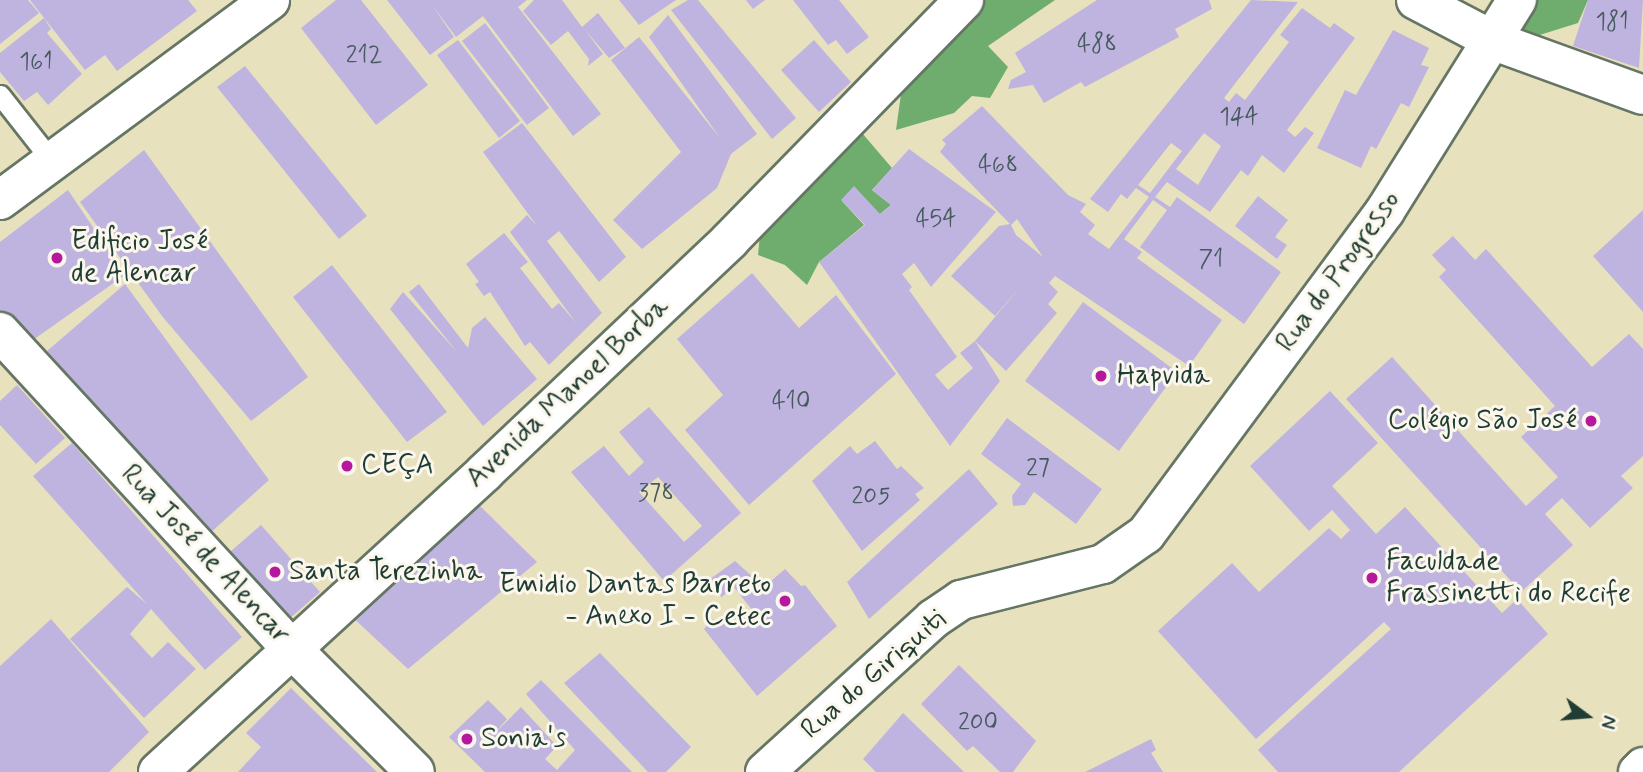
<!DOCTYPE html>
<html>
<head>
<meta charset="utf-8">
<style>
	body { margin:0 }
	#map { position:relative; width:1643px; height:772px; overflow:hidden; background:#e8e1be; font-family:Mynerve,sans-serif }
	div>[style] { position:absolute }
	.forest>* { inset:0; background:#6fad6e }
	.building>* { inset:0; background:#bfb4df }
	.roads { filter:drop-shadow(2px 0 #657664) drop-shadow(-2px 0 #657664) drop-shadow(0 2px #657664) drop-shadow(0 -2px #657664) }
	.lane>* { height:19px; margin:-9.5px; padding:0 9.5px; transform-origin:9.5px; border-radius:9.5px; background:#fff }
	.street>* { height:38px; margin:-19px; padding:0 19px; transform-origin:19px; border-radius:19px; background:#fff }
	.secondary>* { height:38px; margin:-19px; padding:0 19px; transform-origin:19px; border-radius:19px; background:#fff }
	.dots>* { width:19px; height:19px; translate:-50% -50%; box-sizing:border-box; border:4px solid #fbf7ec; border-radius:50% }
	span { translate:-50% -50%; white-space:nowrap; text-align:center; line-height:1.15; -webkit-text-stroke:6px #fbf7ec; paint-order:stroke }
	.number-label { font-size:24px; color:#475b5f }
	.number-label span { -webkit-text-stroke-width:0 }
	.poi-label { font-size:28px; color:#1f3d34 }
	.left { translate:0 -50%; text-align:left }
	.right { translate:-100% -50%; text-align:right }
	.street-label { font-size:28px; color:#1f3d34 }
	.north { position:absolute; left:1552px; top:681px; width:70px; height:70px; -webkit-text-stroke:5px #fbf7ec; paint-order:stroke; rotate:106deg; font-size:19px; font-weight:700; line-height:28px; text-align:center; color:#1f3d34 }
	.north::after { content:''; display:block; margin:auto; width:24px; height:32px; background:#1f3d34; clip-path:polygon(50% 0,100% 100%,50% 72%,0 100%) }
</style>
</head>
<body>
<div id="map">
	<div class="forest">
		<i style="clip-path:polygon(980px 0,1055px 0,988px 46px,1008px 67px,990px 98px,972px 96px,954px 113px,896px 130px,901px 94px,895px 80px)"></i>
		<i style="clip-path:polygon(1526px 0,1588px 0,1578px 23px,1530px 38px,1513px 28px)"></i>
		<i style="clip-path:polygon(843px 132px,862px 133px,892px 168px,872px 190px,891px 205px,880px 214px,842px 201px,864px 225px,819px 262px,807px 285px,785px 265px,758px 255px,760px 234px)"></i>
	</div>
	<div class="building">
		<i style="clip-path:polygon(0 0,28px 0,39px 13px,0 44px)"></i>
		<i style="clip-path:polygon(30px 0,188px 0,197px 11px,117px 71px,105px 55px,85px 70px)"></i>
		<i style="clip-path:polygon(336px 0,361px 0,428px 85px,376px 125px,301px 28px)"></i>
		<i style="clip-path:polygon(387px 0,527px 0,518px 7px,601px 114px,573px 136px,483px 16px,456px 37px,432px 5px,454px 37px,430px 55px)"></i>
		<i style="clip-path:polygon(534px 0,562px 0,582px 27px,598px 13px,625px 48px,609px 58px,586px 31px,603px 54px,588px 66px,589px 59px,568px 31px,551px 45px,523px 11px)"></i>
		<i style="clip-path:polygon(619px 0,676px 0,639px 25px)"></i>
		<i style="clip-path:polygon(688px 0,698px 0,796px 118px,772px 139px,671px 10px)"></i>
		<i style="clip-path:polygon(746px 0,765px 0,753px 9px)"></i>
		<i style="clip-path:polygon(793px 0,839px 0,869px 37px,847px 54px,836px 40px,828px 45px)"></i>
		<i style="clip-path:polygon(1097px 0,1209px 0,1212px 9px,1175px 29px,1179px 37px,1085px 87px,1081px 82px,1044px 103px,1033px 85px,1008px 89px,1011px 80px,1026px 72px,1015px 53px)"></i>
		<i style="clip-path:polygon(evenodd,1251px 0,1298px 2px,1224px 98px,1229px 102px,1236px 93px,1245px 100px,1289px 42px,1280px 35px,1302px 8px,1330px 28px,1334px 23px,1355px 38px,1287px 130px,1295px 137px,1305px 127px,1314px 133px,1284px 173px,1262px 155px,1248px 176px,1241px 170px,1210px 212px,1167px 182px,1155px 197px,1170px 207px,1177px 197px,1281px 272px,1244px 324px,1140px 247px,1167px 210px,1153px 200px,1124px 239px,1142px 252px,1137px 258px,1222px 320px,1189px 366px,1055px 276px,1049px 283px,1058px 292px,1048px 304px,1057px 313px,1006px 371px,975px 341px,1020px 287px,995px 316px,951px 276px,999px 226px,1010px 224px,940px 152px,946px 144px,942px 140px,982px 106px,1068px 195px,1086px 204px,1080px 212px,1095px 225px,1088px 234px,1109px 249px,1149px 197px,1136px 188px,1127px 199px,1121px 194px,1108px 212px,1090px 199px,1251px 0,1204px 133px,1221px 146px,1198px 185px,1176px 169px,1204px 133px,1251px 0,1171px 143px,1182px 151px,1150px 193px,1138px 185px,1171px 143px,1251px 0,1017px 219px,1043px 257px,1016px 235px,1011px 225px,1017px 219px)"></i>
		<i style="clip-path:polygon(1588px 0,1643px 0,1639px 68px,1573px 46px)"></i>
		<i style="clip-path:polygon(668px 15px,757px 134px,731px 154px,717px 188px,642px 249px,613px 220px,681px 152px,611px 60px,639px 37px,720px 138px,649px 37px)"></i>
		<i style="clip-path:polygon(44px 18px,51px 29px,47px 33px,82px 74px,48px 105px,37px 92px,24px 101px,0 72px,0 53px)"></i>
		<i style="clip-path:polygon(485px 23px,549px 108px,527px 125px,462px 41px)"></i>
		<i style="clip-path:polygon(1393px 30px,1429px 48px,1421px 65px,1429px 67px,1409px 107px,1401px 103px,1376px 149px,1371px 146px,1361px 168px,1317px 148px,1345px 90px,1356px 95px)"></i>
		<i style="clip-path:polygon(458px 40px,520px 121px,499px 138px,437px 55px)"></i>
		<i style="clip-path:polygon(814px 40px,851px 82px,819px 112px,781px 70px)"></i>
		<i style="clip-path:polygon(245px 66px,367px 216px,339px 239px,217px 87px)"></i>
		<i style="clip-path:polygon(522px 123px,626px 257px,599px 282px,559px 231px,547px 241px,602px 313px,549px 365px,530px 342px,525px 346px,490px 292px,484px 296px,475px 284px,479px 282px,466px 264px,504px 233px,528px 262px,520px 268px,552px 309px,559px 303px,576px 323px,510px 232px,527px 215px,537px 226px,483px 152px)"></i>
		<i style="clip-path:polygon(909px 149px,996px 212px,931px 287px,914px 263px,902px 274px,912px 287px,909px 290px,957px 357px,935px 375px,948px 390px,973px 368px,960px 353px,975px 341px,1000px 381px,950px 446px,819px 262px,865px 225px,841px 200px,854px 186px,880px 214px,891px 205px,872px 190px)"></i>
		<i style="clip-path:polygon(144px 150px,308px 377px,251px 421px,162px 316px,80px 202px)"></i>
		<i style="clip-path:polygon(68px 190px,125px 275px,23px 347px,0 317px,0 242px)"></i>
		<i style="clip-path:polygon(1258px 196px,1288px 220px,1275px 237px,1287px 245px,1277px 259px,1235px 226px)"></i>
		<i style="clip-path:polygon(1643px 210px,1643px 312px,1593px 256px)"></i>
		<i style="clip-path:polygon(1453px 236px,1475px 260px,1486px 249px,1592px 367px,1629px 334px,1643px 349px,1643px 456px,1621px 476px,1633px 488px,1590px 528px,1562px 498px,1545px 514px,1573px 545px,1521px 592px,1346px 399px,1392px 357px,1526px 506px,1558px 477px,1521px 437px,1555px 406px,1439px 277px,1446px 270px,1432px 255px)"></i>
		<i style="clip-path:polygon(332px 265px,447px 412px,407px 442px,293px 297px)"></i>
		<i style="clip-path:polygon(752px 273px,799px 328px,836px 295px,896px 374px,749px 505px,685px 430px,723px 395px,677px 339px)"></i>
		<i style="clip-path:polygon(125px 284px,269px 480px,209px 534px,47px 351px)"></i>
		<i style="clip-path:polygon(419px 284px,468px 348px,472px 328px,485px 317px,537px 379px,483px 426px,390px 309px,403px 292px,457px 352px,409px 292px)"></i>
		<i style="clip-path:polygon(1083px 302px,1177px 372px,1119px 451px,1025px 381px)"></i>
		<i style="clip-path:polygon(17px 385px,65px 438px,36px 464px,0 425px,0 401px)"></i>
		<i style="clip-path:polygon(1330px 391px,1378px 443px,1332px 486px,1376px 534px,1405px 507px,1502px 613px,1517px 599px,1548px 634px,1399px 772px,1278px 772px,1258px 750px,1391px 629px,1384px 622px,1256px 739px,1158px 631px,1232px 563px,1259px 592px,1329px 528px,1341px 539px,1350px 530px,1332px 510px,1309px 531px,1250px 466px)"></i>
		<i style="clip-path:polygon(evenodd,649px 407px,741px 513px,664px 581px,571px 472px,604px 446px,629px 476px,644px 462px,619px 432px,649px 407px,658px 477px,702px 526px,684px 542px,639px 492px,658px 477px)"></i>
		<i style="clip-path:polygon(1007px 418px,1102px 489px,1076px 524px,1034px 492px,1025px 505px,1013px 506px,1012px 496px,1021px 484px,981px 454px)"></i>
		<i style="clip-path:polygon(875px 441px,897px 469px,901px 466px,924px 488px,915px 494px,920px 500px,862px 551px,812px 481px,850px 446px,857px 454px)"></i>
		<i style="clip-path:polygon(72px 443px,242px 637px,205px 670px,151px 609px,130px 634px,152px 658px,168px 642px,196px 669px,144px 718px,70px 639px,127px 587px,147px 604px,33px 476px)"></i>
		<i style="clip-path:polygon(969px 469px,998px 504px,869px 619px,847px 582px)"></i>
		<i style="clip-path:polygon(475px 501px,537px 562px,408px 669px,349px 614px)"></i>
		<i style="clip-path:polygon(261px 525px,320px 592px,289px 619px,230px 552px)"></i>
		<i style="clip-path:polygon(735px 561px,764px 587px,785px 569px,801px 586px,805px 585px,837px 626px,757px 696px,704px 629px,713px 619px,721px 626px,734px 614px,742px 620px,753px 611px,733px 586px,722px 597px,706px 582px)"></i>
		<i style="clip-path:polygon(51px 619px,149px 732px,109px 772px,0 772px,0 666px)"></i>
		<i style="clip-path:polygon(600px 653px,691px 747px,666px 772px,648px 772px,564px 683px)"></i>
		<i style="clip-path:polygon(959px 665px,1036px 741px,1013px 772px,1000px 772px,973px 746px,967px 751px,921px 704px)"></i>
		<i style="clip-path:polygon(541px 680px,632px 772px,485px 772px,449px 737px,488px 700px,507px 719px,494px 734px,521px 707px,557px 746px,545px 759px,557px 770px,575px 750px,526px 694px)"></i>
		<i style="clip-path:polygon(291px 688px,377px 772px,238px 772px,261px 747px,246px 733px)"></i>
		<i style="clip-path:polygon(903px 713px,961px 769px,964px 772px,876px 772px,863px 759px)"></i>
		<i style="clip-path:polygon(1151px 739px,1156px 750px,1151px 753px,1163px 772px,1085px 772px)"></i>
	</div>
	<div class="roads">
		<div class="lane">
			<i style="left:0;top:95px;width:84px;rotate:51.8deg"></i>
		</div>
		<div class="street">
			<i style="left:0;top:332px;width:430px;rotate:47.4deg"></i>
			<i style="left:291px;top:648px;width:175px;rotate:45deg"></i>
		</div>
		<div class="secondary">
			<i style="left:1416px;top:0;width:88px;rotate:27.7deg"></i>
			<i style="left:1494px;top:41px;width:158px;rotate:19.9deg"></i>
			<i style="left:0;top:200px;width:336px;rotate:-36.5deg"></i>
			<i style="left:158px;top:772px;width:444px;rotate:-42.5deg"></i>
			<i style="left:485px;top:472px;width:337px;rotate:-43.4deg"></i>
			<i style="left:730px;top:240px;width:335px;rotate:-45.7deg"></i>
			<i style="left:765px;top:772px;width:227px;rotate:-42.3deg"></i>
			<i style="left:933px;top:619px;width:34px;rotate:-34deg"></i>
			<i style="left:961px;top:600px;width:146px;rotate:-14.2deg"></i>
			<i style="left:1103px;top:564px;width:52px;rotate:-34.9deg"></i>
			<i style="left:1146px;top:534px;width:402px;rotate:-53.5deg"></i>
			<i style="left:1385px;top:211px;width:249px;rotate:-58deg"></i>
			<i style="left:1638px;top:772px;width:7px;rotate:-45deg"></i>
		</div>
	</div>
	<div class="dots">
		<i style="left:57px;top:258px;background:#b5179e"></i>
		<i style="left:1101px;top:376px;background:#b5179e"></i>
		<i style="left:1591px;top:421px;background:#b5179e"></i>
		<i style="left:347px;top:466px;background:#b5179e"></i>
		<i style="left:275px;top:572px;background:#b5179e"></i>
		<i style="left:1372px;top:578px;background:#b5179e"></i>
		<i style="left:785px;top:601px;background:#b5179e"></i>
		<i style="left:467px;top:739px;background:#b5179e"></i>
	</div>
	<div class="number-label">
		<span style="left:1612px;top:23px">181</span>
		<span style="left:1097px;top:45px">488</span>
		<span style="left:364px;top:56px">212</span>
		<span style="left:36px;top:63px">161</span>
		<span style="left:1239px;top:118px">144</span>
		<span style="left:998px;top:166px">468</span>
		<span style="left:936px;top:220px">454</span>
		<span style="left:1211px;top:260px">71</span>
		<span style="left:791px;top:402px">410</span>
		<span style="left:1038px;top:469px">27</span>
		<span style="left:656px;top:494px">378</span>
		<span style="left:871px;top:497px">205</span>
		<span style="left:978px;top:723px">200</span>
	</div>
	<div class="poi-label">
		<span class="left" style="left:71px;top:258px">Edificio José<br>de Alencar</span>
		<span class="left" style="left:1117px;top:376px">Hapvida</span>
		<span class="right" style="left:1577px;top:421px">Colégio São José</span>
		<span class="left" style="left:361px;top:466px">CEÇA</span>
		<span class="left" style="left:1386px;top:578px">Faculdade<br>Frassinetti do Recife</span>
		<span class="left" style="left:289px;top:572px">Santa Terezinha</span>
		<span class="right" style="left:771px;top:601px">Emidio Dantas Barreto<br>- Anexo I - Cetec</span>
		<span class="left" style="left:481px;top:739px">Sonia's</span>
	</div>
	<div class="street-label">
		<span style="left:1339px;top:272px;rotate:-54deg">Rua do Progresso</span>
		<span style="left:568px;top:393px;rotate:-43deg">Avenida Manoel Borba</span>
		<span style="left:205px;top:555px;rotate:47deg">Rua José de Alencar</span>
		<span style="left:874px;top:675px;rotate:-41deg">Rua do Giriquiti</span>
	</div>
	<div class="north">N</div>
</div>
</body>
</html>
- - -
**EXERCISE AIM:** Only the lines that contain the string "lane" are to be copied from the records.

**TASK RESPONSE:**
	.lane>* { height:19px; margin:-9.5px; padding:0 9.5px; transform-origin:9.5px; border-radius:9.5px; background:#fff }
		<div class="lane">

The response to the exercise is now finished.